*MATERIALS PROVIDED*:

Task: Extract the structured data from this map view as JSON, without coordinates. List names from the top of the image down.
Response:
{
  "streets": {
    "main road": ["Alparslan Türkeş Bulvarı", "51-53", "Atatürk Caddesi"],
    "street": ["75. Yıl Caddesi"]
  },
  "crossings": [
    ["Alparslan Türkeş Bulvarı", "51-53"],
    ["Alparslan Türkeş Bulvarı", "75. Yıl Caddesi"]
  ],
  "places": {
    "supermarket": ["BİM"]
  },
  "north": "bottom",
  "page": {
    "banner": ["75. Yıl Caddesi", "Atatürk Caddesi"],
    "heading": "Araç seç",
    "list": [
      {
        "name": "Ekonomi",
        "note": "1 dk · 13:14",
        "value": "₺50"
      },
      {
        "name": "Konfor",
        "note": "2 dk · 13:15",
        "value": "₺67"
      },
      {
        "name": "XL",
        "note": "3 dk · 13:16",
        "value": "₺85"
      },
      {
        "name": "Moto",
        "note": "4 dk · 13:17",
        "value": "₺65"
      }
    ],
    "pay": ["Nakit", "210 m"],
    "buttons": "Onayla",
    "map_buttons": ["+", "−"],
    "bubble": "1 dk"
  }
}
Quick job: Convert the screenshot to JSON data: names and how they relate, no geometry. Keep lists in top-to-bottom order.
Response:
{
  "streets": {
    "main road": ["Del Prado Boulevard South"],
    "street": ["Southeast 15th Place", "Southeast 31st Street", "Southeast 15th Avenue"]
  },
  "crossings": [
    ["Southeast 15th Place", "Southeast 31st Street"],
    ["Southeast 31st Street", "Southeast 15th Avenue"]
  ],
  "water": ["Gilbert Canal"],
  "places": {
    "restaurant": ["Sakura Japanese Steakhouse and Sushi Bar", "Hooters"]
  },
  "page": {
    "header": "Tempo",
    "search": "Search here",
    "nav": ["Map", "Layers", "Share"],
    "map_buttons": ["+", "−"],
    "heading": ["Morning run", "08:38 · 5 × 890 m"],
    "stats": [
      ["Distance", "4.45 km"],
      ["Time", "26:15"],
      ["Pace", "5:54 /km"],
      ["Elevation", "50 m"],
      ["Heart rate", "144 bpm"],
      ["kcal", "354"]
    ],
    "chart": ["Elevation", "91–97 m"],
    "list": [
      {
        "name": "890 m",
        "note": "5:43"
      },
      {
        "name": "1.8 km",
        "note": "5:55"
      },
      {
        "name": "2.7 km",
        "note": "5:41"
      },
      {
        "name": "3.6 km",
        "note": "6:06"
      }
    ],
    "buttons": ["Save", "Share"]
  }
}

*TASK INSTRUCTIONS*:
Print all of the entries exactly as they are written.

*FINAL ANSWER*:
Task: Extract the structured data from this map view as JSON, without coordinates. List names from the top of the image down.
Response:
{
  "streets": {
    "main road": ["Alparslan Türkeş Bulvarı", "51-53", "Atatürk Caddesi"],
    "street": ["75. Yıl Caddesi"]
  },
  "crossings": [
    ["Alparslan Türkeş Bulvarı", "51-53"],
    ["Alparslan Türkeş Bulvarı", "75. Yıl Caddesi"]
  ],
  "places": {
    "supermarket": ["BİM"]
  },
  "north": "bottom",
  "page": {
    "banner": ["75. Yıl Caddesi", "Atatürk Caddesi"],
    "heading": "Araç seç",
    "list": [
      {
        "name": "Ekonomi",
        "note": "1 dk · 13:14",
        "value": "₺50"
      },
      {
        "name": "Konfor",
        "note": "2 dk · 13:15",
        "value": "₺67"
      },
      {
        "name": "XL",
        "note": "3 dk · 13:16",
        "value": "₺85"
      },
      {
        "name": "Moto",
        "note": "4 dk · 13:17",
        "value": "₺65"
      }
    ],
    "pay": ["Nakit", "210 m"],
    "buttons": "Onayla",
    "map_buttons": ["+", "−"],
    "bubble": "1 dk"
  }
}
Quick job: Convert the screenshot to JSON data: names and how they relate, no geometry. Keep lists in top-to-bottom order.
Response:
{
  "streets": {
    "main road": ["Del Prado Boulevard South"],
    "street": ["Southeast 15th Place", "Southeast 31st Street", "Southeast 15th Avenue"]
  },
  "crossings": [
    ["Southeast 15th Place", "Southeast 31st Street"],
    ["Southeast 31st Street", "Southeast 15th Avenue"]
  ],
  "water": ["Gilbert Canal"],
  "places": {
    "restaurant": ["Sakura Japanese Steakhouse and Sushi Bar", "Hooters"]
  },
  "page": {
    "header": "Tempo",
    "search": "Search here",
    "nav": ["Map", "Layers", "Share"],
    "map_buttons": ["+", "−"],
    "heading": ["Morning run", "08:38 · 5 × 890 m"],
    "stats": [
      ["Distance", "4.45 km"],
      ["Time", "26:15"],
      ["Pace", "5:54 /km"],
      ["Elevation", "50 m"],
      ["Heart rate", "144 bpm"],
      ["kcal", "354"]
    ],
    "chart": ["Elevation", "91–97 m"],
    "list": [
      {
        "name": "890 m",
        "note": "5:43"
      },
      {
        "name": "1.8 km",
        "note": "5:55"
      },
      {
        "name": "2.7 km",
        "note": "5:41"
      },
      {
        "name": "3.6 km",
        "note": "6:06"
      }
    ],
    "buttons": ["Save", "Share"]
  }
}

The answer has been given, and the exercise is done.